# TASK DESCRIPTION:
Go through the entries and set each one down exactly.

Top of INPUT DATA

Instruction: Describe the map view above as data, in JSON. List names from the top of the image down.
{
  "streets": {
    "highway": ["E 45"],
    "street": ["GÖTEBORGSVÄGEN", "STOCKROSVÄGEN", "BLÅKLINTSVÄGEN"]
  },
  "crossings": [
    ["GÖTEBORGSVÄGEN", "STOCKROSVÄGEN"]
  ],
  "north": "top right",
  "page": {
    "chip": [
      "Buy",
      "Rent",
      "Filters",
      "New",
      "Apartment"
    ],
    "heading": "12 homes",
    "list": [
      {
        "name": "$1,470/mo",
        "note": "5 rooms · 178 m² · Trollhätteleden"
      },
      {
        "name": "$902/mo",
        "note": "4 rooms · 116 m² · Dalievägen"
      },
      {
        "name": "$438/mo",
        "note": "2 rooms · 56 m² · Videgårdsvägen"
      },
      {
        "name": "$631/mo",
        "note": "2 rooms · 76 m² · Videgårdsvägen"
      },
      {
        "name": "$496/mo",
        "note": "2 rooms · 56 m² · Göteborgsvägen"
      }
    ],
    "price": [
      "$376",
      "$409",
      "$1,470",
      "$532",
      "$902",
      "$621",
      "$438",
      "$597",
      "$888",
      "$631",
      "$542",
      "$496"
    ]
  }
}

Bottom of INPUT DATA

# FINISHED TASK:
Instruction: Describe the map view above as data, in JSON. List names from the top of the image down.
{
  "streets": {
    "highway": ["E 45"],
    "street": ["GÖTEBORGSVÄGEN", "STOCKROSVÄGEN", "BLÅKLINTSVÄGEN"]
  },
  "crossings": [
    ["GÖTEBORGSVÄGEN", "STOCKROSVÄGEN"]
  ],
  "north": "top right",
  "page": {
    "chip": [
      "Buy",
      "Rent",
      "Filters",
      "New",
      "Apartment"
    ],
    "heading": "12 homes",
    "list": [
      {
        "name": "$1,470/mo",
        "note": "5 rooms · 178 m² · Trollhätteleden"
      },
      {
        "name": "$902/mo",
        "note": "4 rooms · 116 m² · Dalievägen"
      },
      {
        "name": "$438/mo",
        "note": "2 rooms · 56 m² · Videgårdsvägen"
      },
      {
        "name": "$631/mo",
        "note": "2 rooms · 76 m² · Videgårdsvägen"
      },
      {
        "name": "$496/mo",
        "note": "2 rooms · 56 m² · Göteborgsvägen"
      }
    ],
    "price": [
      "$376",
      "$409",
      "$1,470",
      "$532",
      "$902",
      "$621",
      "$438",
      "$597",
      "$888",
      "$631",
      "$542",
      "$496"
    ]
  }
}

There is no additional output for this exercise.